Yeminli işçi düşmanı ve sermayenin imamı Erdoğan çetesinin tehditlerine rağmen 1 Mayıs alanlarına çıktık. Başardık, yine Taksim’i kazandık. Ne panzerimiz, ne copumuz, ne tazyikli suyumuz, ne gaz bombamız, ne de maskemiz vardı… Militan tutumumuz, irade ve kararlılığımızla her sokak arası, her cadde eylem alanı, her yer direniş ve 1 Mayıs alanı oldu. Bu şanlı direnişimiz sınıf kardeşlerimize yeni bir güç kattı. Sanki yeniden doğmuş gibiyim. 1 Mayıs’ın içini boşaltarak bizlere kavgayı unutturmaya çalışan ikiyüzlü faşist devlet terörüne karşılık işçi sınıfının devrimci gücünü asalaklara gösterdik. “Orantısız güç”e karşılık “orantılı” kavgaya durmak yok; devrime kadar!

Dudullu’dan bir işçi

 

Nevşehir’den sosyalist kamu emekçileri:

1 Mayıs’ta Kırşehir’de alandaydık!

1 Mayıs 2008’i Taksim’de kutlama hazırlıkları sürerken biz de 19 Nisan SSGSS’yi protesto eylemlerine katılıyorduk. Ankara SSGSS eyleminden dönerken 1 Mayıs’ı nerede ve nasıl kutlayacağımız tartışmaları yapılmaya başlandı. Nevşehir Eğitim-Sen olarak, öncelikle 1 Mayıs’ın Nevşehir’de kutlanmasını tartıştık.
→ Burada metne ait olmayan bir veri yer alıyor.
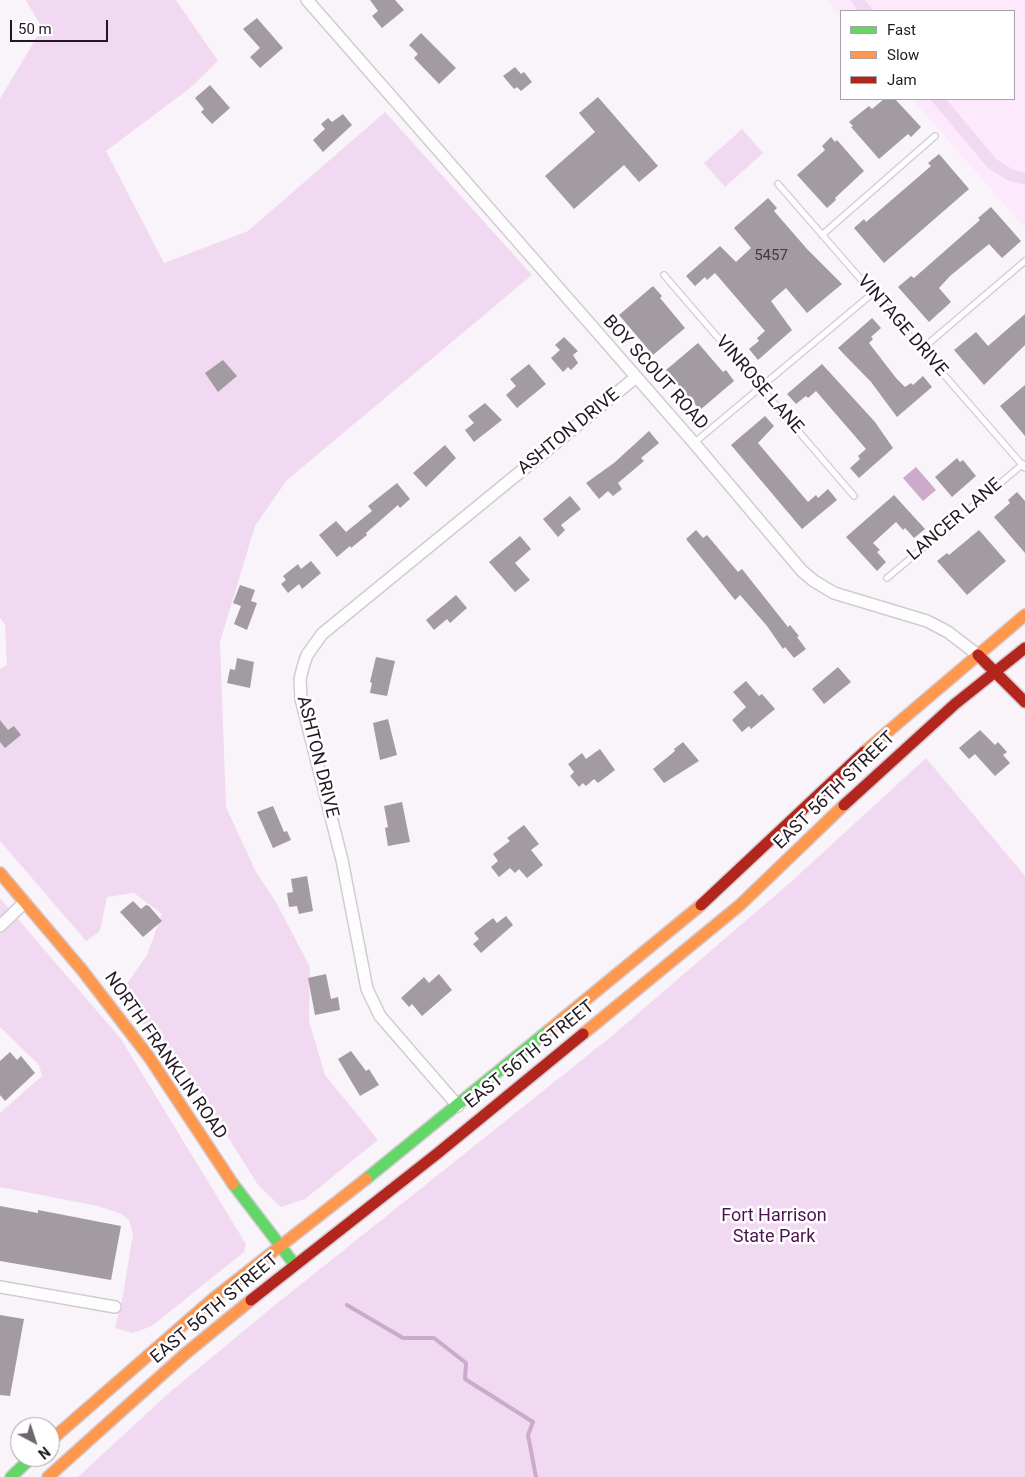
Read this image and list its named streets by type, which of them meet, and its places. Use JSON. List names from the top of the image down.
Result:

Ama bu konuda bir anlayış ve irade birliği yakalayamadık.

Genelde geç kaldığımız düşüncesiyle yanı başımızdaki illerde düzenlenecek 1 Mayıs mitinglerine destek verme alternatifi düşünüldü. Daha önce BDSP’li arkadaşların girişimiyle 6 Nisan’da başlatılan Kırşehir 1 Mayıs mitingine destek verme kararı alındı. “Her yer 1 Mayıs, her yer Taksim!” anlayışıyla hareket ederek, Kırşehir’deki 1 Mayıs’a 100’ü aşkın bir kitle ile destek verdik.

Kırşehir’e ulaştığımızda kitle Ahi Meydanı’na ulaşmıştı. Yürüyüş bölümüne katılamasak da, alanda kitleyle buluştuk. “Yaşasın 1 Mayıs!”, “Biji yek gulan!”, “Yaşasın halkların kardeşliği!” sloganlarıyla alana girdik. Büyük bir ilgiyle karşılandık.

Biz Sosyalist Kamu Emekçileri olarak Kırşehir BDSP pankartı altında yerimizi aldık. Kızılırmak Kültür Evi adlı (üniversiteli genç arkadaşların kurduğu) dernek de pankartıyla alanda yerini aldı. BDSP ve Kızılırmak Kültür Evi Derneği reformizme karşı devrimci duruşta ortaklaştı.

Kürsüden yapılan konuşmalara reformizm damgasını vurdu. Konuşmalar boyunca hem propaganda-ajitasyon konuşmaları yaptık hem de devrimci 1 Mayıs’a yakışan şiarlarımızı haykırdık. Halaylarla coştuk. “Her yer Taksim, her yer 1 Mayıs!” şiarıyla alandan ayrıldık.